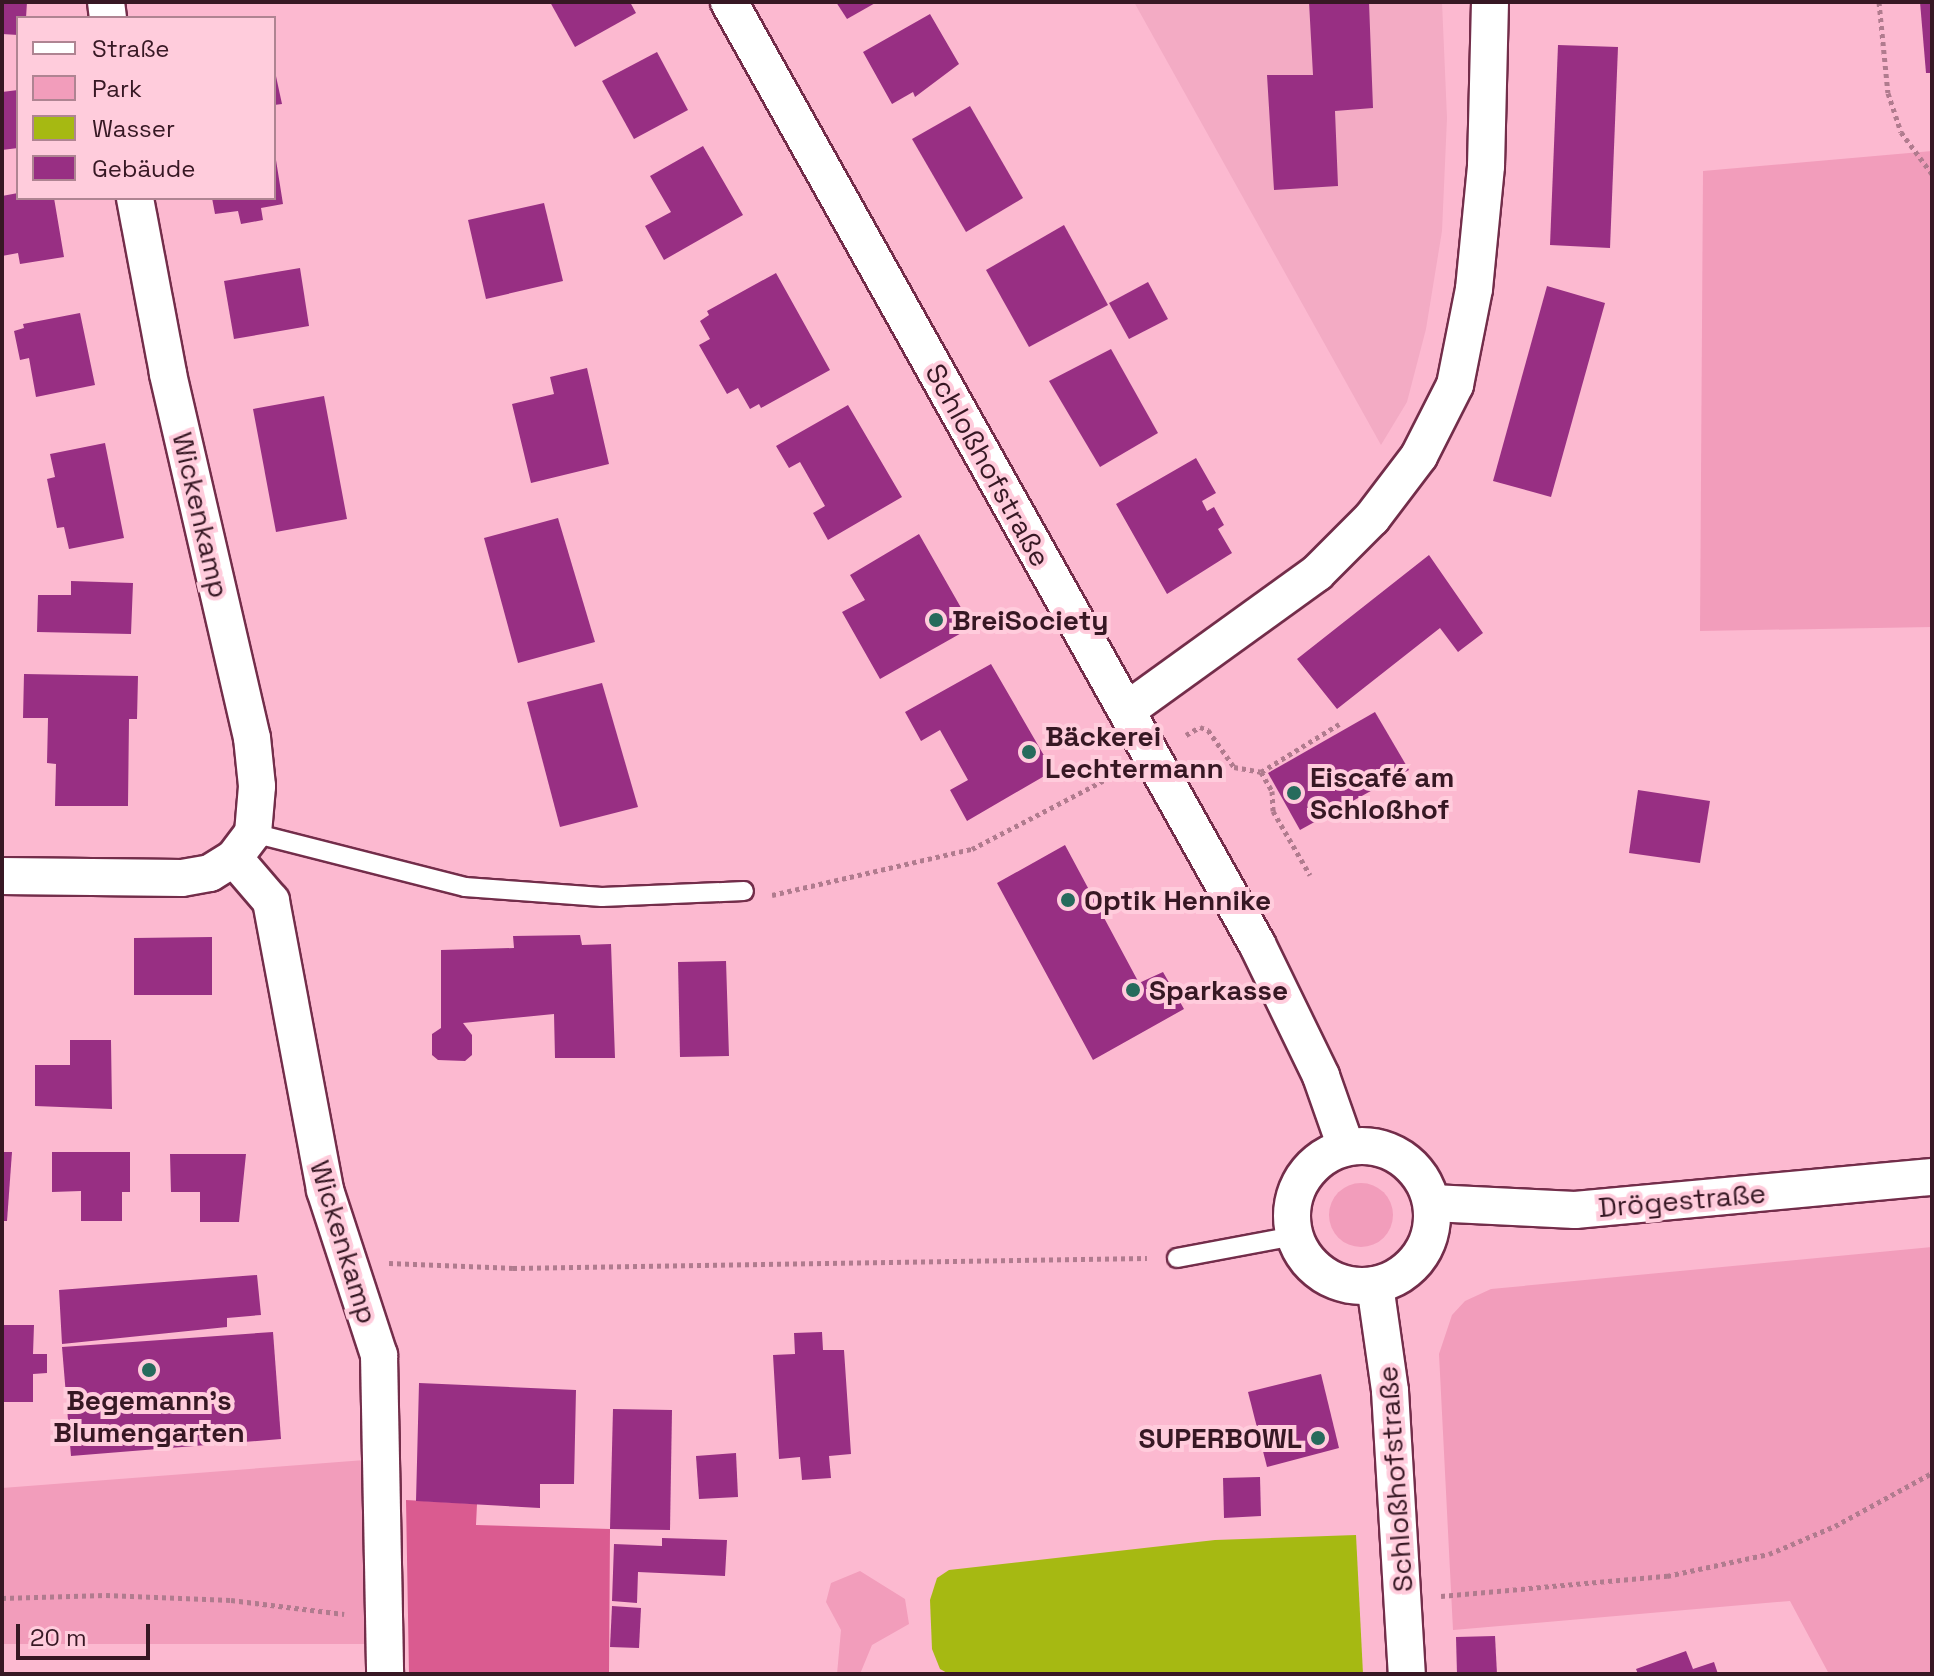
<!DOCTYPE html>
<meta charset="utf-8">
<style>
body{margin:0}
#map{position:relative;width:1934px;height:1676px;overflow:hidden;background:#fcb9d0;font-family:"Space Grotesk",sans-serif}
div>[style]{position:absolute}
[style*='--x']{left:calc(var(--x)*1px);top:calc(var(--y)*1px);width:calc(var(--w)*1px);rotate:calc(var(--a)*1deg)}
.built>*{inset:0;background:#f3abc4}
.green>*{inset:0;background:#f29dbb}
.round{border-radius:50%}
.forest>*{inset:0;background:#da5b90}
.water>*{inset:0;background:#a6b912}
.building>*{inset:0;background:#982f83}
.path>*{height:5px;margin-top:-2.5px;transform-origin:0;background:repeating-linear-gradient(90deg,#b07b8e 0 4px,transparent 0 8px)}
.roads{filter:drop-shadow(2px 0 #732d4a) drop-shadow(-2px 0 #732d4a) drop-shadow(0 2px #732d4a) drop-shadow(0 -2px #732d4a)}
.service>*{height:18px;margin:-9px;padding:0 9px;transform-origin:9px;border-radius:9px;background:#fff}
.minor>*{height:36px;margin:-18px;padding:0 18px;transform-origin:18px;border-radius:18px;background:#fff}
.minor>.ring{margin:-18px;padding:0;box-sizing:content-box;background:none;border:36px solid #fff;border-radius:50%}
.dots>*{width:22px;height:22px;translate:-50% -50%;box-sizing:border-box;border:4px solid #ffccdc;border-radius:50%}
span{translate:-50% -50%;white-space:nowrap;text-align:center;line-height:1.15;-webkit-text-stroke:8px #ffccdc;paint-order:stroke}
.street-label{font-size:28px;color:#371824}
.poi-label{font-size:28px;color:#371824;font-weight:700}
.left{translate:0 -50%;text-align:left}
.right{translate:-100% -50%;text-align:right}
.frame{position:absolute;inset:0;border:4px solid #371824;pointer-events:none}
.legend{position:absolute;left:16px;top:16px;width:260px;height:184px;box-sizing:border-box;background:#ffccdc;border:2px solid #af8492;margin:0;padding:10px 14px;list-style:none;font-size:24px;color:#371824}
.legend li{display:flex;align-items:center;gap:16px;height:40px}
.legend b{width:40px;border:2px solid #af8492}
.scale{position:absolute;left:16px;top:1624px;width:134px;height:36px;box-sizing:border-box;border:4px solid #371824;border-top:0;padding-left:10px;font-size:24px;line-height:28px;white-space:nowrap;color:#371824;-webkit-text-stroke:6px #ffccdc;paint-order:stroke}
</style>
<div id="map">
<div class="built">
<i style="clip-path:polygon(1134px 2px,1442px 2px,1447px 118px,1442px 231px,1426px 329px,1407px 402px,1381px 445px)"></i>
</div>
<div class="green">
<i style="clip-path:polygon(1932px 151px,1932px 627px,1700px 631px,1703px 171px)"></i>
<i class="round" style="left:1329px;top:1183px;width:64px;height:64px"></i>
<i style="clip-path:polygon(1932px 1247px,1932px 1674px,1829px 1674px,1790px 1601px,1453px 1630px,1439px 1354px,1452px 1315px,1465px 1301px,1491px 1289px)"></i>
<i style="clip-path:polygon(365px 1460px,367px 1644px,2px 1644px,2px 1488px)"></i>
<i style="clip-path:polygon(860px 1571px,905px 1599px,909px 1624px,872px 1645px,860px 1674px,837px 1674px,841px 1630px,826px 1602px,831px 1583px)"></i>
</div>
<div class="forest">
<i style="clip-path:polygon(406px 1500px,477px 1504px,476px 1525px,610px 1529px,609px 1674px,409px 1674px)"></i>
</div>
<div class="water">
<i style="clip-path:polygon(1356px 1535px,1363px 1674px,949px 1674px,940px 1669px,932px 1649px,930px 1600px,937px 1578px,949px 1570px,1215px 1540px)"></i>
</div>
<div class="building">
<i style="clip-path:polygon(2px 2px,27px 2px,26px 18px,18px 18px,18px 35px,2px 34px)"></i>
<i style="clip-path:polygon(550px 2px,630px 2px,636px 13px,575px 47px)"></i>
<i style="clip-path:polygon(836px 2px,877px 2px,847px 19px)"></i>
<i style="clip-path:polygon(1309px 2px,1369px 2px,1373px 108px,1335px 111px,1338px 186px,1274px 190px,1267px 75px,1313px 75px)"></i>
<i style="clip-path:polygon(1920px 2px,1932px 2px,1932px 73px,1926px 73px)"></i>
<i style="clip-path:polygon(930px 14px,959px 64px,915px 97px,913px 92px,892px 104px,863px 52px)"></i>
<i style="clip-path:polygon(1558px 45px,1618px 47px,1610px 248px,1550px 245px)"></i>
<i style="clip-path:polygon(657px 52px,688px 110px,634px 139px,602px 81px)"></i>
<i style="clip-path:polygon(274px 67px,282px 104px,274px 105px)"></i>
<i style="clip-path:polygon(18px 90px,18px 148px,2px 150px,2px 92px)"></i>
<i style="clip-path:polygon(970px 106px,1023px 198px,966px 232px,912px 139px)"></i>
<i style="clip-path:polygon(703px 146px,743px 215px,664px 260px,645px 226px,671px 212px,650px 176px)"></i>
<i style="clip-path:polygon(276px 160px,283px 204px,261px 208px,263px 220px,241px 224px,238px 211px,215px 214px,212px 198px,274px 198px)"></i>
<i style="clip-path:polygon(18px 193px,18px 198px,54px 198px,64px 257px,20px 264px,18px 253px,2px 256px,2px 196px)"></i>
<i style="clip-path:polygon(544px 203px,563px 281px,486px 299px,468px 220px)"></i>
<i style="clip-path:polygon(1064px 225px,1108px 305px,1029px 347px,986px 270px)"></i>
<i style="clip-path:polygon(300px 268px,309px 326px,234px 339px,224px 281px)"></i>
<i style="clip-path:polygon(776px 273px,830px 370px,761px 408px,759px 404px,750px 409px,738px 388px,727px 394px,699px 345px,710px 339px,700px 321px,709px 315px,707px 311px)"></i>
<i style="clip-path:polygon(1148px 282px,1168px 319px,1129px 339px,1109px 303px)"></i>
<i style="clip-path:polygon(1547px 286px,1605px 303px,1551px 497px,1493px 481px)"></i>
<i style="clip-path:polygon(80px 313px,95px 385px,36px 397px,29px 358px,20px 360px,14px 331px,24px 328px,23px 324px)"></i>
<i style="clip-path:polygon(1111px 349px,1158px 433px,1100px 467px,1049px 381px)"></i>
<i style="clip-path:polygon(587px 368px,609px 464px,531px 483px,512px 404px,554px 394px,550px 377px)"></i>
<i style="clip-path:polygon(324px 396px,347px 519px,276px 532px,253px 409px)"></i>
<i style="clip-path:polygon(848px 405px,902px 497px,828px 540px,813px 513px,825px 506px,800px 462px,789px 468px,776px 446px)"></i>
<i style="clip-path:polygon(105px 443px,124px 538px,69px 549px,64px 527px,57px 528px,47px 479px,55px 477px,50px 454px)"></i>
<i style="clip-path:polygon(1196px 458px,1216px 493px,1202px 501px,1207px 511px,1214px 507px,1224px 525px,1218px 529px,1232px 553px,1167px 594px,1116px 504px)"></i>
<i style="clip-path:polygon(558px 518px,595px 642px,518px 663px,484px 538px)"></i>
<i style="clip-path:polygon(919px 534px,972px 627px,880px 679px,842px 612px,865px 600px,850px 575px)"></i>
<i style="clip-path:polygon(1429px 555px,1483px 633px,1458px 652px,1440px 628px,1337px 709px,1297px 659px)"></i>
<i style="clip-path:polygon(71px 581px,133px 583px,131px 634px,37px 632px,38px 595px,71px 595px)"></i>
<i style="clip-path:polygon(991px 664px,1053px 771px,967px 821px,950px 790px,968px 780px,940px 730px,921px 741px,905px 712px)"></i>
<i style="clip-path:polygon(24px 674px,138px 676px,137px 719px,129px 719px,128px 806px,55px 806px,56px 764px,47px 763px,48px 718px,23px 718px)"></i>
<i style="clip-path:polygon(602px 683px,638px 807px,560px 827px,527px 702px)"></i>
<i style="clip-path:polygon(1375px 712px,1409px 770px,1300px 830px,1268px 773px)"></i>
<i style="clip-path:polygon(1638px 790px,1710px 801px,1700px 863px,1629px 853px)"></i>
<i style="clip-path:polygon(1065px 845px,1139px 983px,1163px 972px,1184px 1009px,1093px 1060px,997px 883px)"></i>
<i style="clip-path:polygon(580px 935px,582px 945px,611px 944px,615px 1058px,555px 1058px,554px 1014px,463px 1023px,472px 1035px,472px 1055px,465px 1061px,438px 1060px,432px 1055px,432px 1034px,441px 1028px,441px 950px,514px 948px,513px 936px)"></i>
<i style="clip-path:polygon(212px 937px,212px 995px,134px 995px,134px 938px)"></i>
<i style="clip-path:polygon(726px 961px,729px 1056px,680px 1057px,678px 962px)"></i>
<i style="clip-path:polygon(70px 1040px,111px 1040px,112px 1109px,35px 1106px,35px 1065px,70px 1065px)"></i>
<i style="clip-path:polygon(2px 1152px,12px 1152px,7px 1221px,2px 1221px)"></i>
<i style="clip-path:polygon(52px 1152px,130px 1152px,130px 1192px,122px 1192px,122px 1221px,81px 1221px,81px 1191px,52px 1192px)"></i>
<i style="clip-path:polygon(170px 1154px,246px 1154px,239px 1222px,200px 1222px,200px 1192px,171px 1192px)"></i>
<i style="clip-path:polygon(257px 1275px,261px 1315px,227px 1318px,227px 1327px,62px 1344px,59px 1290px)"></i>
<i style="clip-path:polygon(2px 1325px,34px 1325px,33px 1354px,47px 1354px,47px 1373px,33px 1374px,33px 1402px,2px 1402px)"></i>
<i style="clip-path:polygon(273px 1332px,281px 1439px,71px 1456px,62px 1347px)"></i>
<i style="clip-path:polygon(822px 1332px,823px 1350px,844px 1350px,851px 1454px,829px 1456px,831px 1478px,802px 1480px,800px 1457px,779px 1459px,773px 1355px,795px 1354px,794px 1333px)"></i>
<i style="clip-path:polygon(1321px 1374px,1339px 1448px,1267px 1467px,1248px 1392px)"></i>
<i style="clip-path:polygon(419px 1383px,576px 1390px,574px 1484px,540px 1484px,540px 1508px,416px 1501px)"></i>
<i style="clip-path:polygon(613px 1409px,672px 1410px,670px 1530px,610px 1529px)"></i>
<i style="clip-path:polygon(736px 1453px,738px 1497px,699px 1499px,696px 1456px)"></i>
<i style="clip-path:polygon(1260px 1477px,1261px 1516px,1224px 1518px,1223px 1478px)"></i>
<i style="clip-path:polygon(662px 1538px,727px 1540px,725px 1576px,638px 1572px,637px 1603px,612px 1601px,614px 1544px,662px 1546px)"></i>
<i style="clip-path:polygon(612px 1606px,641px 1608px,639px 1648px,610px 1647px)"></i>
<i style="clip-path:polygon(1495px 1636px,1497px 1674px,1457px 1674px,1456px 1637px)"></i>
<i style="clip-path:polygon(1686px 1651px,1693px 1669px,1714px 1662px,1718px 1674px,1638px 1674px,1636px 1669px)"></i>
</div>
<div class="path">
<i style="--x:1879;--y:2;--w:91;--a:84.4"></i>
<i style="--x:1888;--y:93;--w:41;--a:71.6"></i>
<i style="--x:1901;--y:132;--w:52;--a:53.6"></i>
<i style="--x:1186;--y:735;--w:16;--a:-30"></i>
<i style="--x:1200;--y:727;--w:9;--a:21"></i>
<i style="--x:1208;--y:730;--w:45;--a:54.9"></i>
<i style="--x:1234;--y:767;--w:27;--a:10"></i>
<i style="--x:1261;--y:772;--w:92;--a:-31.6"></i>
<i style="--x:1261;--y:772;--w:22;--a:60"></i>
<i style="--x:1272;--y:791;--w:20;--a:87"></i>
<i style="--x:1273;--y:811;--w:74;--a:60"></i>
<i style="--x:772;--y:895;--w:205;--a:-13"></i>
<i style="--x:972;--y:849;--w:160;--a:-27.5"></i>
<i style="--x:389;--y:1263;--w:124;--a:2.3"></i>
<i style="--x:513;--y:1268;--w:634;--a:-0.9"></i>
<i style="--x:1441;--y:1596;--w:227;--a:-5.1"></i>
<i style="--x:1667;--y:1576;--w:104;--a:-12.2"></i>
<i style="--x:1769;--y:1554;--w:72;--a:-23"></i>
<i style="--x:1835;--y:1526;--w:111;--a:-28.7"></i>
<i style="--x:2;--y:1598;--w:104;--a:-1.7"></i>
<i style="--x:106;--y:1595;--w:125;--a:2.3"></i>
<i style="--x:231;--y:1600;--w:114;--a:7.1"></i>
</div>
<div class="roads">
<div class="service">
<i style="--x:253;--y:833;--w:219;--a:14.3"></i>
<i style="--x:465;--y:887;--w:137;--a:4.2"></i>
<i style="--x:602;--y:897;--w:142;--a:-2.4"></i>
<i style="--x:1177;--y:1258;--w:119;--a:-10.6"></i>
</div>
<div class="minor">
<i style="--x:106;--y:2;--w:16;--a:83"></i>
<i style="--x:729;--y:2;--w:1080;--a:60.73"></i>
<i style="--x:1257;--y:944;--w:147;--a:64.1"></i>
<i style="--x:1321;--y:1076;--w:75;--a:70.6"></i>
<i style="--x:1127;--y:710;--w:234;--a:-35.8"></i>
<i style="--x:1317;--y:573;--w:78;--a:-45"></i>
<i style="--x:1372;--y:518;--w:78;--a:-52.8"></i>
<i style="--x:1419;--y:456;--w:80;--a:-63.1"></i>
<i style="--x:1455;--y:385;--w:98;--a:-78.8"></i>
<i style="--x:1474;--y:289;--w:124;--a:-84.4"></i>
<i style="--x:1486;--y:166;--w:164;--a:-88.6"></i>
<i style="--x:234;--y:858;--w:57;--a:49.3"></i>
<i style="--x:271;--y:901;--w:294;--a:79.4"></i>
<i style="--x:325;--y:1190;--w:174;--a:71.9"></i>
<i style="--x:379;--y:1355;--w:319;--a:88.9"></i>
<i style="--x:2;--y:876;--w:180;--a:0.6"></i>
<i style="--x:182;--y:878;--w:28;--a:-10"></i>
<i style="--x:210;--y:873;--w:28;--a:-32"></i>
<i style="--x:234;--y:858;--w:31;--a:-53"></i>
<i style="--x:253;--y:833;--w:47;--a:-85.1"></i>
<i style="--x:257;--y:786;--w:48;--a:-95.9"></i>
<i style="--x:252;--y:738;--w:375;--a:-103"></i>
<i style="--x:168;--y:373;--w:178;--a:-100.7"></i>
<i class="ring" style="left:1292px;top:1146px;width:104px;height:104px"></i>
<i style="--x:1432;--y:1203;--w:143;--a:2.8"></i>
<i style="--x:1575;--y:1210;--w:359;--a:-5.3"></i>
<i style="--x:1375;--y:1285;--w:107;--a:81.9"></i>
<i style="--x:1390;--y:1391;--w:284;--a:86.6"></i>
</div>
</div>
<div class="dots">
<i style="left:936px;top:620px;background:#276b5c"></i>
<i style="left:1029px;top:752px;background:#276b5c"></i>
<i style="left:1294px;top:793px;background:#276b5c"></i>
<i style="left:1068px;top:900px;background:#276b5c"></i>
<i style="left:1133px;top:990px;background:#276b5c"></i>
<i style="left:149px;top:1370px;background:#276b5c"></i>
<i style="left:1318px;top:1438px;background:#276b5c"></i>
</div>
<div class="street-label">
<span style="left:988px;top:465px;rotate:61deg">Schloßhofstraße</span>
<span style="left:201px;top:515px;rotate:77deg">Wickenkamp</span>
<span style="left:1682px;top:1200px;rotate:-5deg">Drögestraße</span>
<span style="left:344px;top:1242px;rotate:73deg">Wickenkamp</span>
<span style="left:1395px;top:1479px;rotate:-94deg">Schloßhofstraße</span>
</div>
<div class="poi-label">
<span class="left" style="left:952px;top:620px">BreiSociety</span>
<span class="left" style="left:1045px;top:752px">Bäckerei<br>Lechtermann</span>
<span class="left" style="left:1310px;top:793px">Eiscafé am<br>Schloßhof</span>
<span class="left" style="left:1084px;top:900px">Optik Hennike</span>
<span class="left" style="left:1149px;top:990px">Sparkasse</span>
<span style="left:149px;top:1416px">Begemann's<br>Blumengarten</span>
<span class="right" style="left:1302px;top:1438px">SUPERBOWL</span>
</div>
<div class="frame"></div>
<ul class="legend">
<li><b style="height:10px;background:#fff"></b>Straße</li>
<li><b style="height:22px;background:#f29dbb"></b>Park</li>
<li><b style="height:22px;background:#a6b912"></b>Wasser</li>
<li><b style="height:22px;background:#982f83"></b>Gebäude</li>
</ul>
<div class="scale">20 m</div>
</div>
------
- TASK GOAL -
Every line from the start of the material through the line holding "0 #732d4a) drop-shadow(-2px" must be returned exactly, and the pictures must not.

- RESULT -
<!DOCTYPE html>
<meta charset="utf-8">
<style>
body{margin:0}
#map{position:relative;width:1934px;height:1676px;overflow:hidden;background:#fcb9d0;font-family:"Space Grotesk",sans-serif}
div>[style]{position:absolute}
[style*='--x']{left:calc(var(--x)*1px);top:calc(var(--y)*1px);width:calc(var(--w)*1px);rotate:calc(var(--a)*1deg)}
.built>*{inset:0;background:#f3abc4}
.green>*{inset:0;background:#f29dbb}
.round{border-radius:50%}
.forest>*{inset:0;background:#da5b90}
.water>*{inset:0;background:#a6b912}
.building>*{inset:0;background:#982f83}
.path>*{height:5px;margin-top:-2.5px;transform-origin:0;background:repeating-linear-gradient(90deg,#b07b8e 0 4px,transparent 0 8px)}
.roads{filter:drop-shadow(2px 0 #732d4a) drop-shadow(-2px 0 #732d4a) drop-shadow(0 2px #732d4a) drop-shadow(0 -2px #732d4a)}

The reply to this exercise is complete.